Devops L3 Q&A

SET – 1
1. How would you design a scalable and resilient CI/CD pipeline for a multi-region
microservices architecture?

 Using distributed build agents in regions to reduce latency.
 Global load balancers for distributing traffic across services.
 Implementing multi-region artifact repositories (e.g., Nexus, Artifactory).
 Automating deployments using GitOps with multi-region clusters. Adding
canary deployments and auto-scaling features to ensure zero downtime.

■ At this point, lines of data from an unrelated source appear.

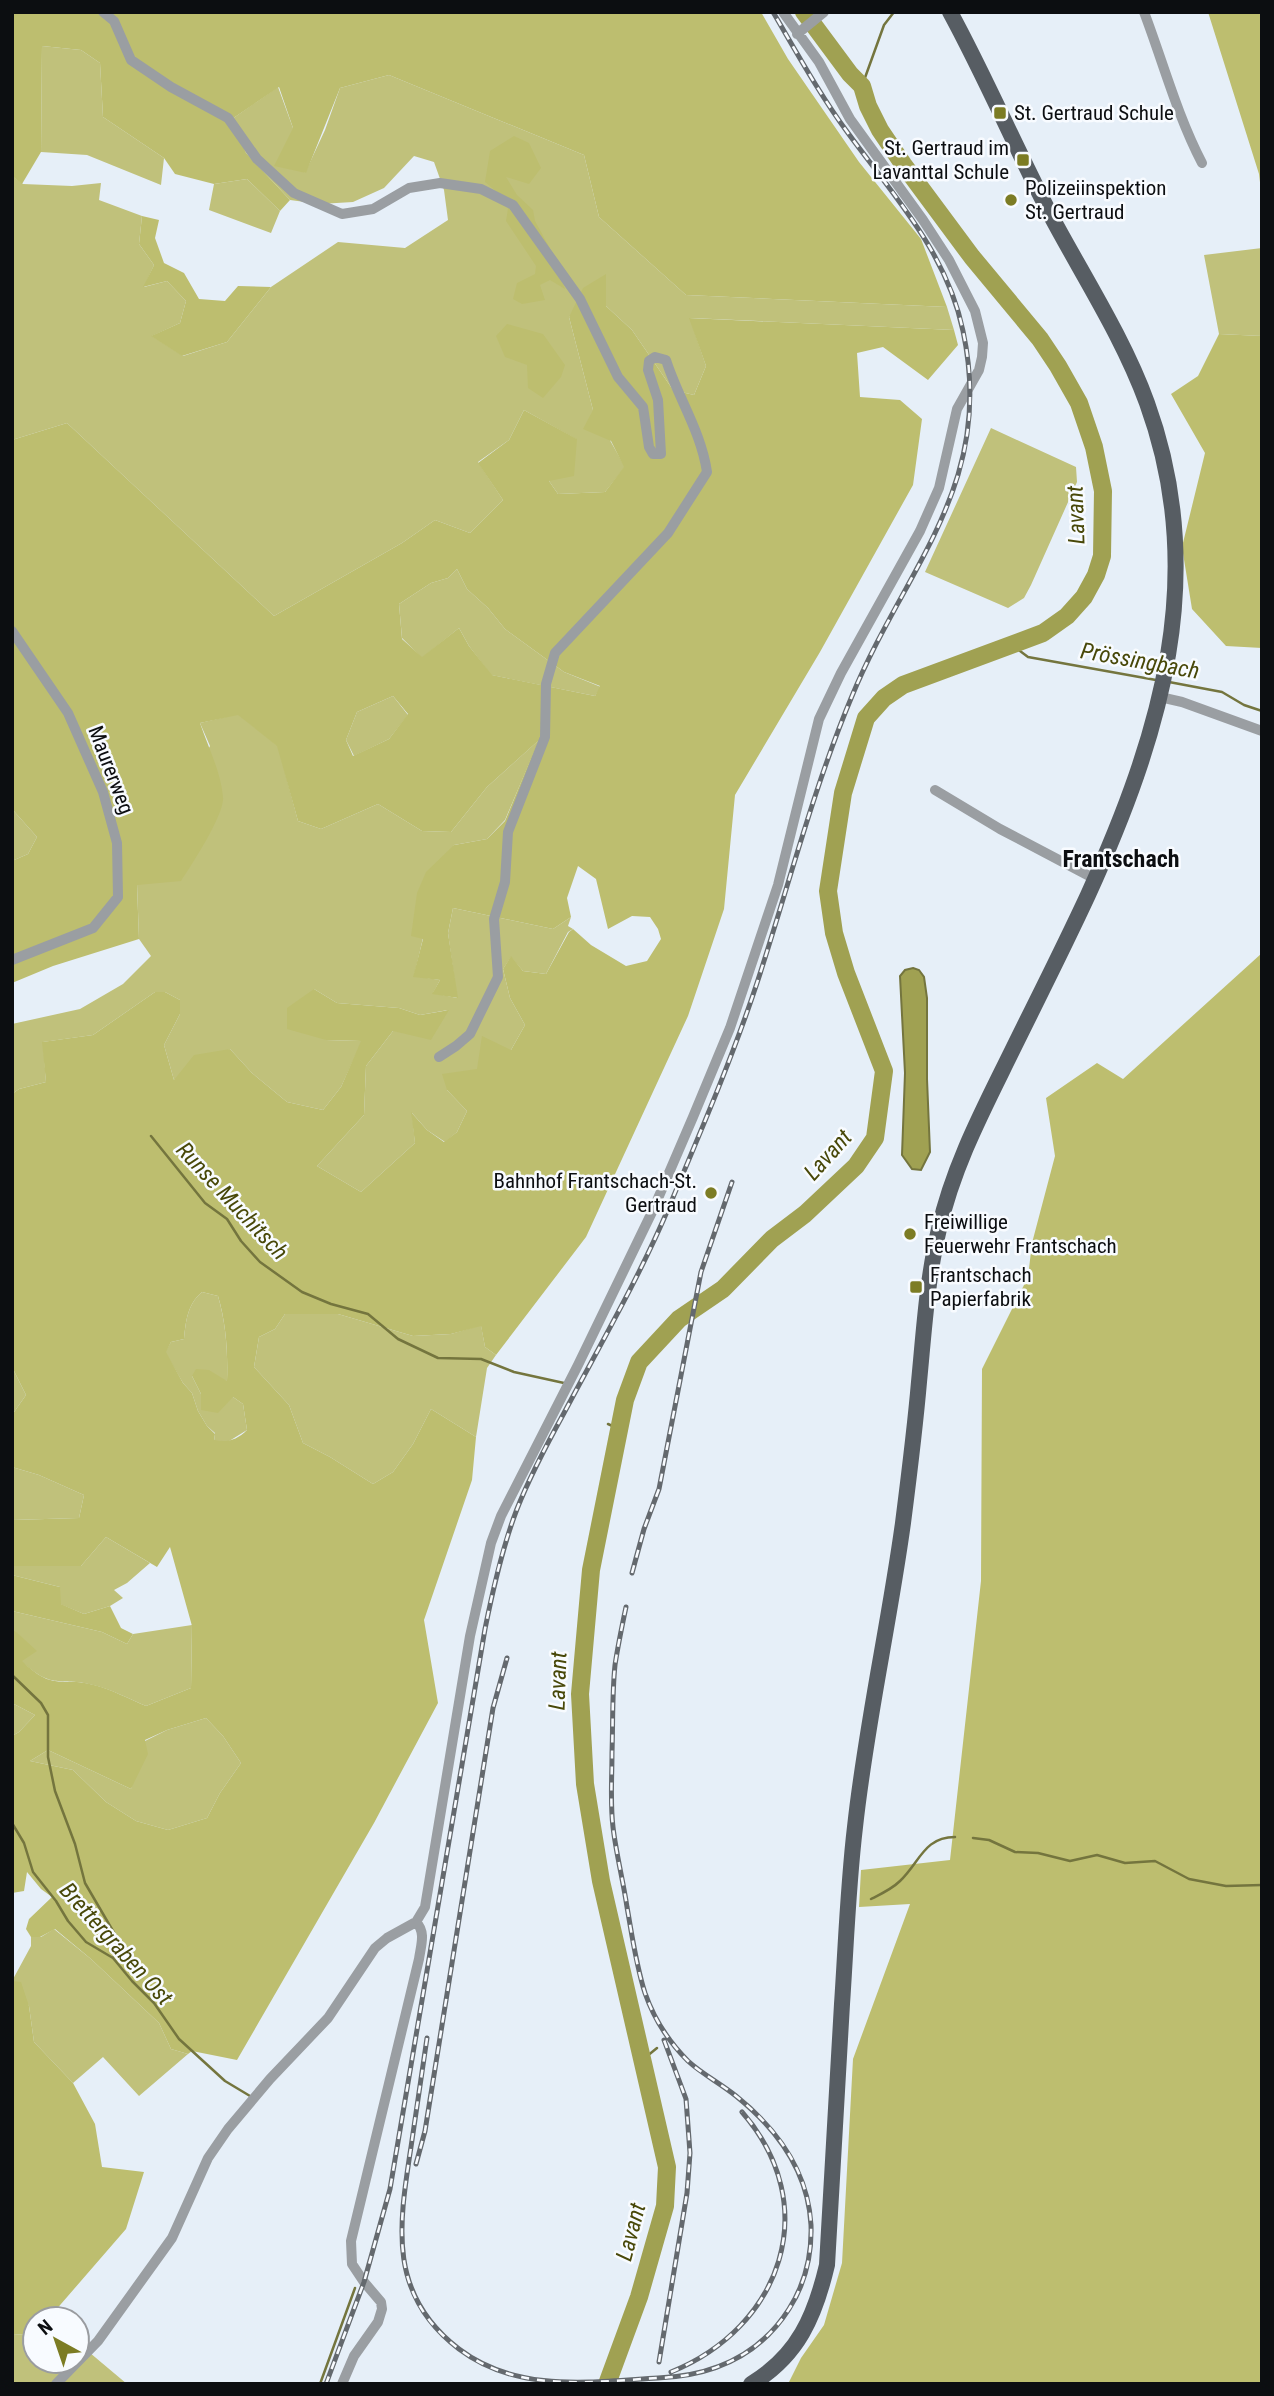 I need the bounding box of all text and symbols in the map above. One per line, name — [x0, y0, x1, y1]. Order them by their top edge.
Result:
place label: St. Gertraud Schule — [1014, 101, 1174, 125]
marker: St. Gertraud Schule — [992, 105, 1008, 121]
place label: St. Gertraud im Lavanttal Schule — [872, 136, 1009, 184]
marker: St. Gertraud im Lavanttal Schule — [1015, 152, 1031, 168]
place label: Polizeiinspektion St. Gertraud — [1025, 176, 1166, 224]
marker: Polizeiinspektion St. Gertraud — [1003, 192, 1019, 208]
water label: Lavant — [1061, 485, 1091, 545]
water label: Prössingbach — [1078, 637, 1202, 685]
street label: Maurerweg — [83, 722, 139, 818]
district label: Frantschach — [1062, 845, 1180, 873]
water label: Lavant — [798, 1124, 858, 1186]
water label: Runse Muchitsch — [171, 1137, 293, 1265]
place label: Bahnhof Frantschach-St. Gertraud — [494, 1169, 697, 1217]
marker: Bahnhof Frantschach-St. Gertraud — [703, 1185, 719, 1201]
place label: Freiwillige Feuerwehr Frantschach — [924, 1210, 1117, 1258]
marker: Freiwillige Feuerwehr Frantschach — [902, 1226, 918, 1242]
place label: Frantschach Papierfabrik — [930, 1263, 1032, 1311]
marker: Frantschach Papierfabrik — [908, 1279, 924, 1295]
water label: Lavant — [543, 1651, 573, 1711]
water label: Brettergraben Ost — [54, 1877, 178, 2011]
water label: Lavant — [610, 2200, 652, 2264]
north arrow — [21, 2305, 91, 2375]
text: N — [34, 2315, 57, 2340] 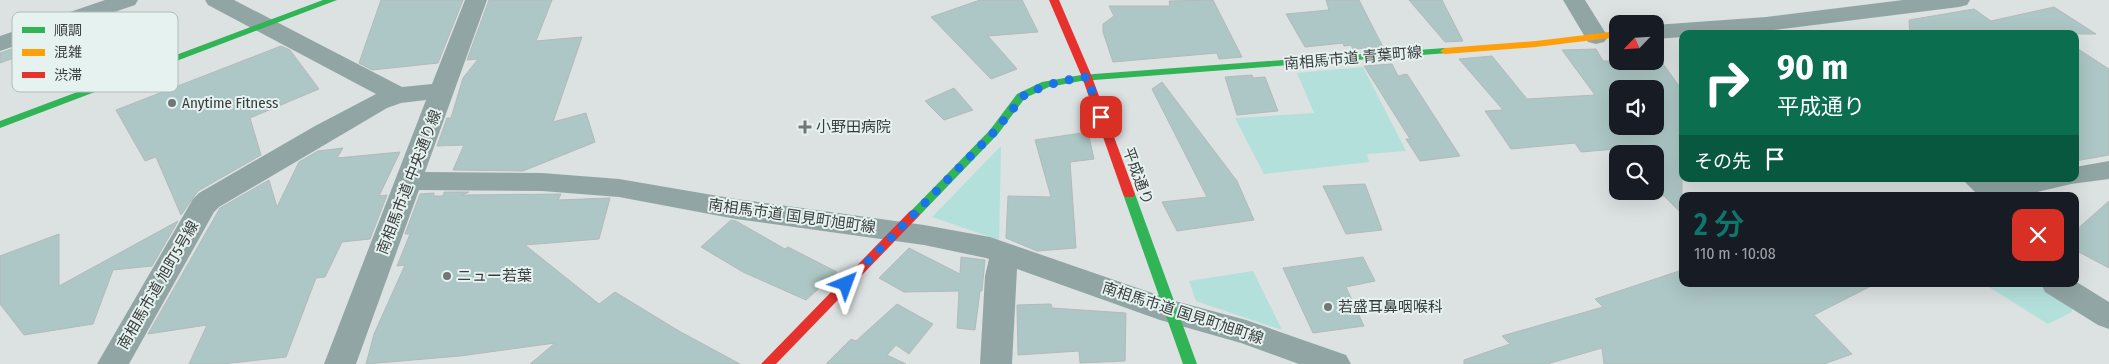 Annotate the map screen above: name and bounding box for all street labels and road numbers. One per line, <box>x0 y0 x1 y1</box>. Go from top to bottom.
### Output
street label: 南相馬市道 青葉町線 <box>1283 43 1423 73</box>
street label: 南相馬市道 中央通り線 <box>373 107 445 257</box>
street label: 平成通り <box>1119 145 1157 207</box>
street label: 南相馬市道 国見町旭町線 <box>707 195 877 237</box>
street label: 南相馬市道 旭町5号線 <box>114 218 202 352</box>
street label: 南相馬市道 国見町旭町線 <box>1100 278 1266 348</box> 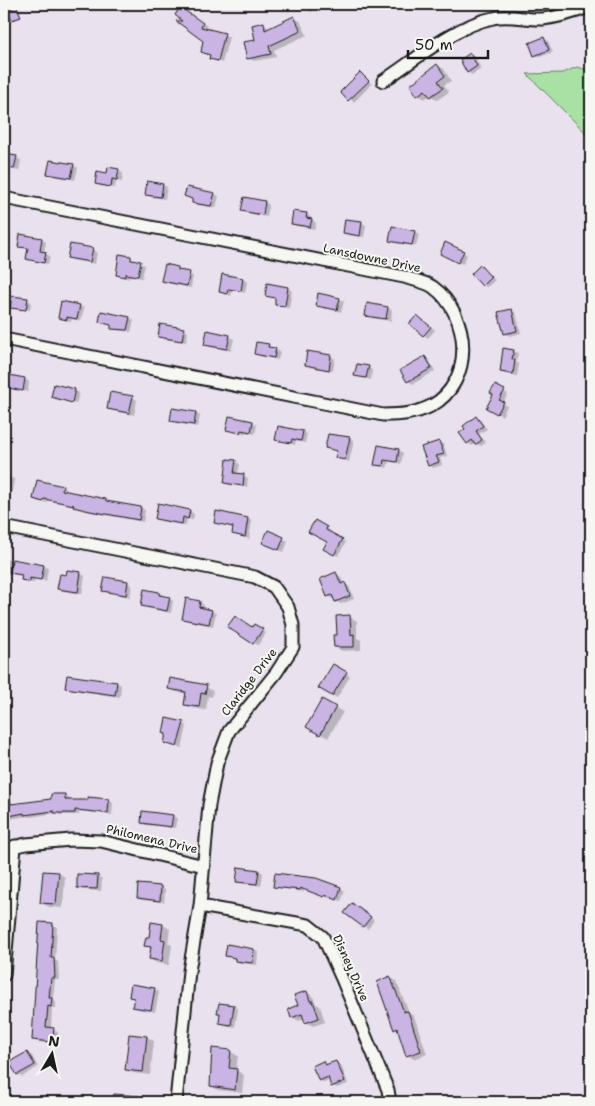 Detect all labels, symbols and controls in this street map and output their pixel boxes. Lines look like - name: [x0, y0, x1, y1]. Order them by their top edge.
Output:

2. How do you handle infrastructure drift in a cloud environment, and what tools would
you use?

 Infrastructure drift occurs when manual changes are made outside of IaC
tools, causing discrepancies.
 Use tools like Terraform or Pulumi for managing drift by detecting changes in
state and applying corrective actions. Implement policy as code with tools
like Open Policy Agent (OPA) to ensure compliance with defined
infrastructure standards.

3. Can you walk through the design of a High-Availability (HA) Kubernetes cluster across
multiple regions?

 Use multi-master clusters with etcd distributed across regions. Set up cross-
region load balancers (e.g., AWS Global Accelerator).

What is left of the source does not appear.